Many Texans boast, ad nauseam, that “everything is bigger and better” in the Lone Star State. Many non-Texans find that incessant bragging tiresome.
But Texas Sen. Ted Cruz and Gov. Rick Perry can — and do — fairly hail their state’s enduring economic strength through the Great Recession. The Republican duo also fairly hails the vital contribution Texas’ free-market focus has made to that ongoing success story.
So as President Barack Obama prepared to visit Texas this week, Sen. Cruz offered this advice: “Texas has shown the country how it’s done, and we hope the president will take some of these lessons back to Washington to bring true economic recovery to our nation.”
Lucy Nashed, Gov. Perry’s spokeswoman, had already sent that message by saying that the president was coming “to the right place” to learn those lessons. She cited the benefits Texas has reaped from cutting taxes, government spending and regulations, passing tort reform, and “getting out of the way and allowing employers to risk their capital and create jobs.”

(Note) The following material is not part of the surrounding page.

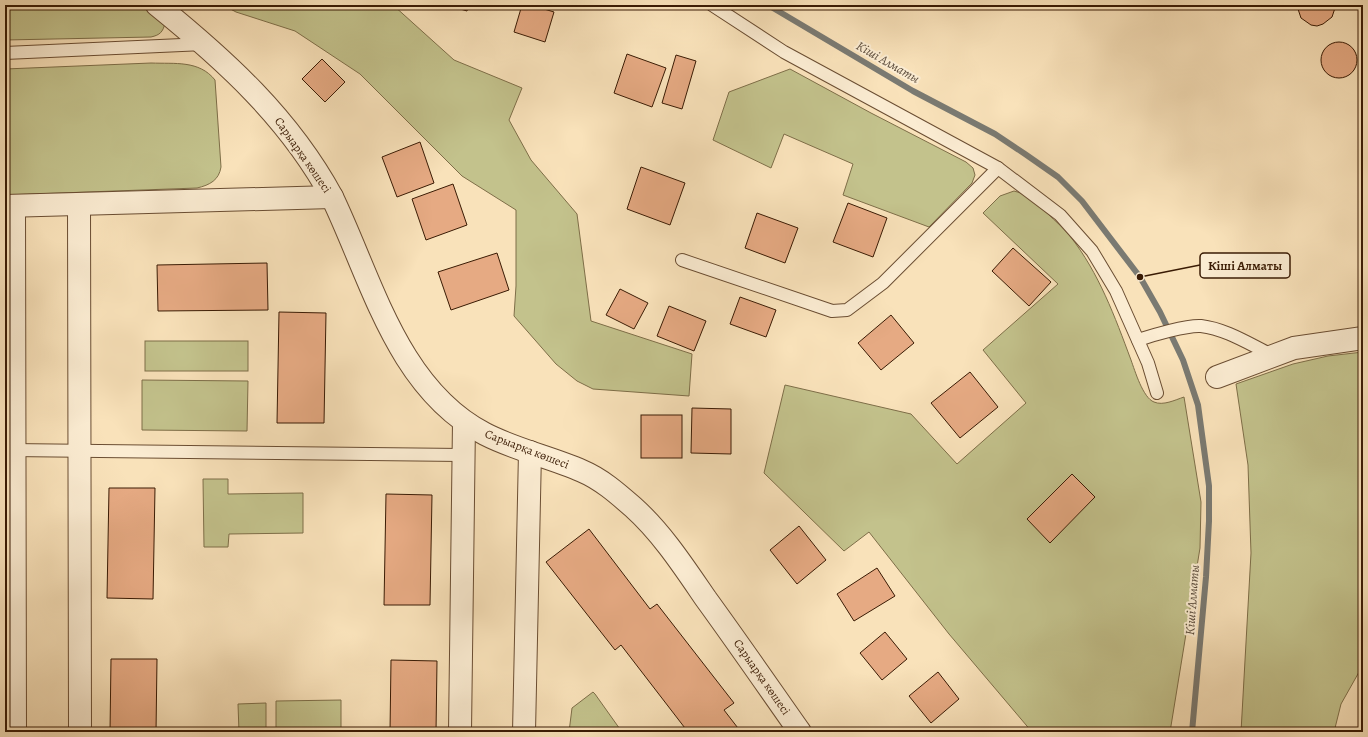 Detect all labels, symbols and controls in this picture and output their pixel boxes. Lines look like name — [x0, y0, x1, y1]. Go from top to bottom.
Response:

Gov. Perry even bought a half-page advertisement in Thursday’s Austin American-Statesman touting those principles — and urging the president to heed them.
President Obama didn’t specifically endorse any of those conservative concepts during Thursday’s speech at a “Silicone Prairie” computer-chip facility near Austin.
He did, however, sound this upbeat theme: “If you listen to all the doom and gloom in Washington, the politics, watching cable TV, you think nothing’s going right. But the truth is there are a lot of reasons to be optimistic about where we’re heading as a country after the tough times we’ve been through after the last several years.”
Pundits regard the president’s trip to a state that he lost by 12 percentage points in 2008 and 16 points last November as part of an effort to turn Texas from “red” (Republican) to “blue” (Democratic).
Yet though Gov. Perry greeted the president when he arrived at the Austin airport Thursday, the hospitable host later dismissed the notion that Democrats — who haven’t won a statewide race in Texas since 1990 — are on the rise there.
As the governor put it on a Houston radio show:
“The idea that a president or anyone else will turn Texas from a freedom-loving state to one that depends on government — not going to happen.”
But let’s hope the president’s view of Texas and its wide-open spaces gave him a new perspective, including a good look at the good economic effects of free-market policies.